** Opening Data in this exercise block **

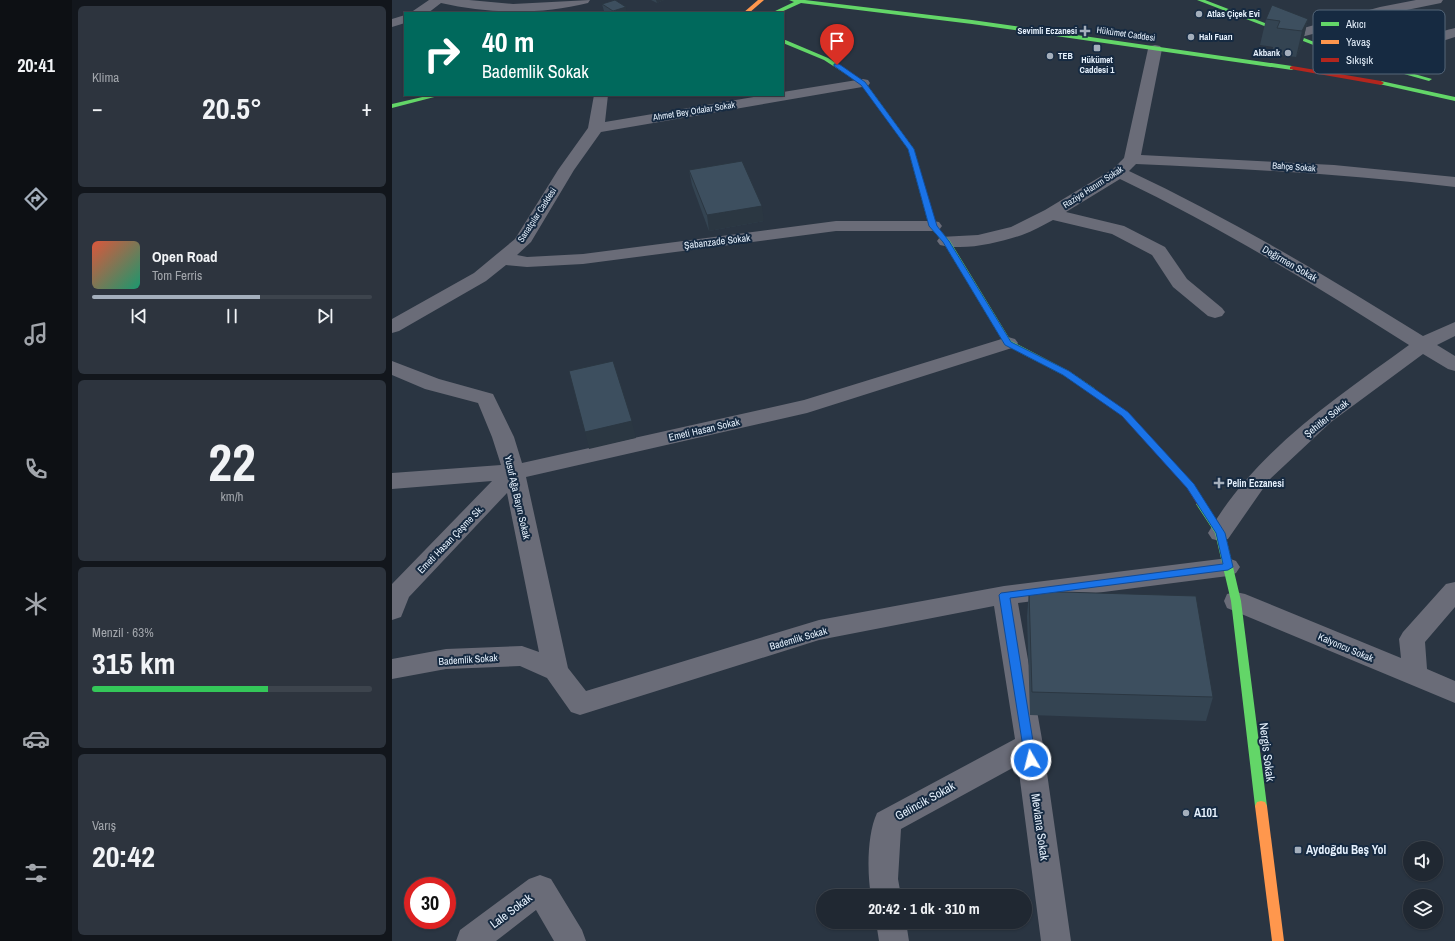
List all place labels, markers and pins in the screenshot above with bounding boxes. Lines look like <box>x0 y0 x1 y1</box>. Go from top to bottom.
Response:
place label: Atlas Çiçek Evi <box>1207 8 1260 20</box>
marker: Atlas Çiçek Evi <box>1194 9 1204 19</box>
pin <box>820 24 854 65</box>
place label: Sevimli Eczanesi <box>1018 25 1077 37</box>
marker: Sevimli Eczanesi <box>1080 26 1090 36</box>
place label: Halı Fuarı <box>1199 31 1233 43</box>
marker: Halı Fuarı <box>1186 32 1196 42</box>
marker: Hükümet Caddesi 1 <box>1092 43 1102 53</box>
place label: Akbank <box>1253 47 1281 59</box>
marker: Akbank <box>1283 48 1293 58</box>
place label: TEB <box>1058 50 1073 62</box>
marker: TEB <box>1045 51 1055 61</box>
place label: Hükümet Caddesi 1 <box>1080 54 1115 76</box>
place label: Pelin Eczanesi <box>1227 477 1284 490</box>
marker: Pelin Eczanesi <box>1214 478 1224 488</box>
place label: A101 <box>1194 805 1218 821</box>
marker: A101 <box>1181 808 1191 818</box>
place label: Aydoğdu Beş Yol <box>1306 842 1386 858</box>
marker: Aydoğdu Beş Yol <box>1293 845 1303 855</box>

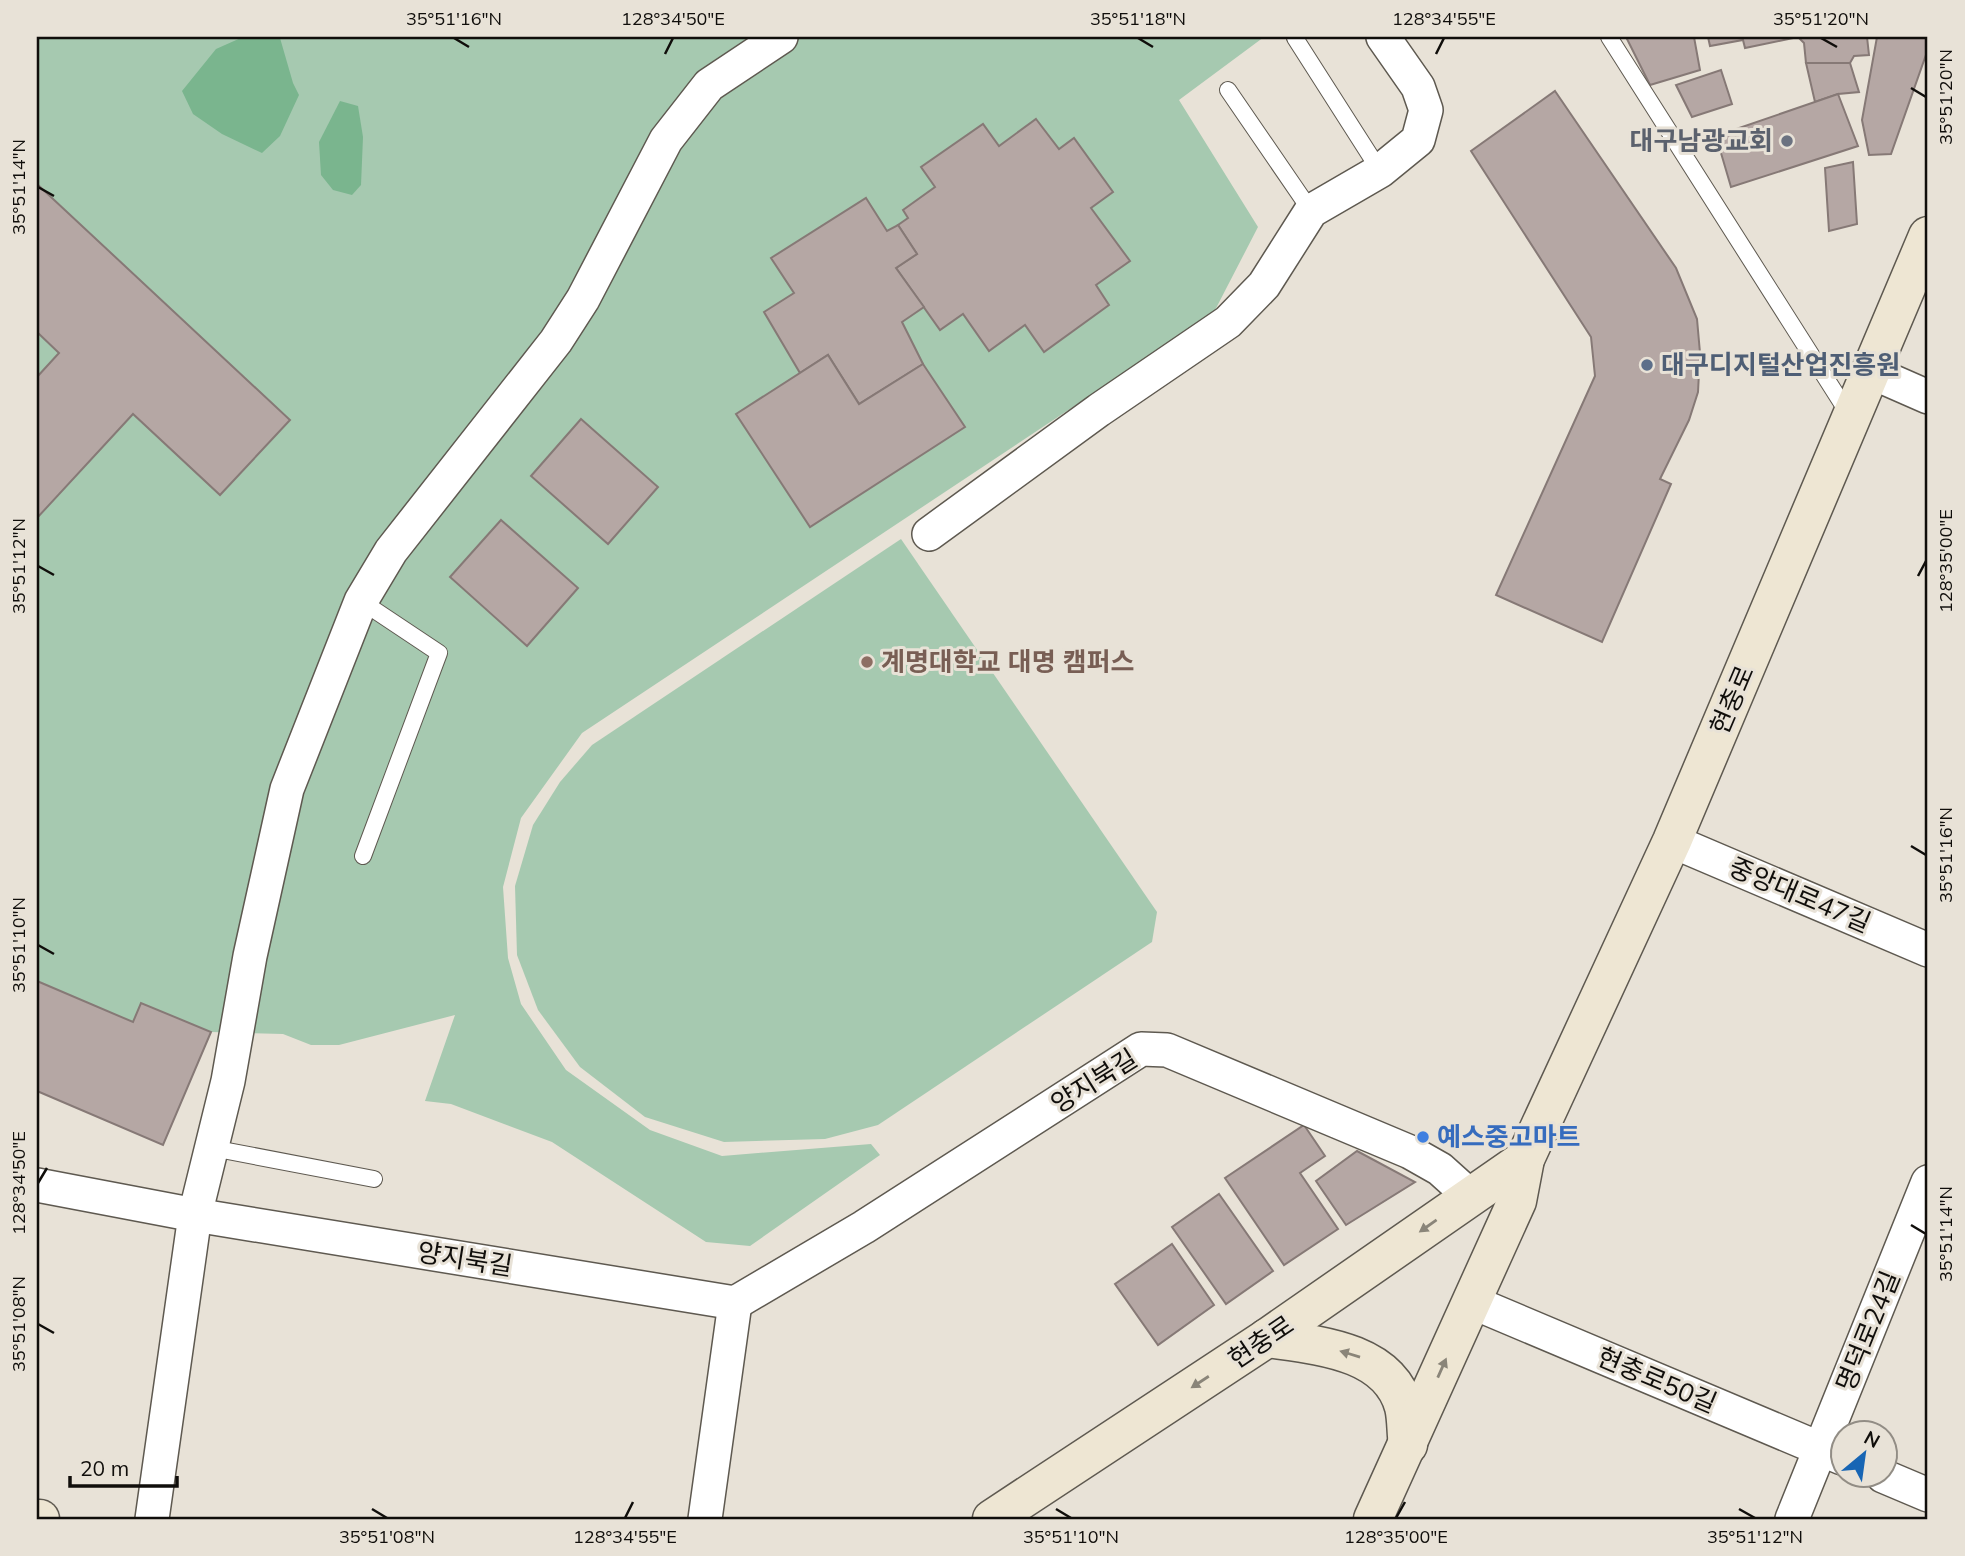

** Closing Data in this exercise block **

> [Exercise]
The complete set of records should be written out again, pictures excluded.

> [Result for this task]
List all place labels, markers and pins in the screenshot above with bounding boxes. Lines look like <box>x0 y0 x1 y1</box>. Go from top to bottom.
Response:
place label: Atlas Çiçek Evi <box>1207 8 1260 20</box>
marker: Atlas Çiçek Evi <box>1194 9 1204 19</box>
pin <box>820 24 854 65</box>
place label: Sevimli Eczanesi <box>1018 25 1077 37</box>
marker: Sevimli Eczanesi <box>1080 26 1090 36</box>
place label: Halı Fuarı <box>1199 31 1233 43</box>
marker: Halı Fuarı <box>1186 32 1196 42</box>
marker: Hükümet Caddesi 1 <box>1092 43 1102 53</box>
place label: Akbank <box>1253 47 1281 59</box>
marker: Akbank <box>1283 48 1293 58</box>
place label: TEB <box>1058 50 1073 62</box>
marker: TEB <box>1045 51 1055 61</box>
place label: Hükümet Caddesi 1 <box>1080 54 1115 76</box>
place label: Pelin Eczanesi <box>1227 477 1284 490</box>
marker: Pelin Eczanesi <box>1214 478 1224 488</box>
place label: A101 <box>1194 805 1218 821</box>
marker: A101 <box>1181 808 1191 818</box>
place label: Aydoğdu Beş Yol <box>1306 842 1386 858</box>
marker: Aydoğdu Beş Yol <box>1293 845 1303 855</box>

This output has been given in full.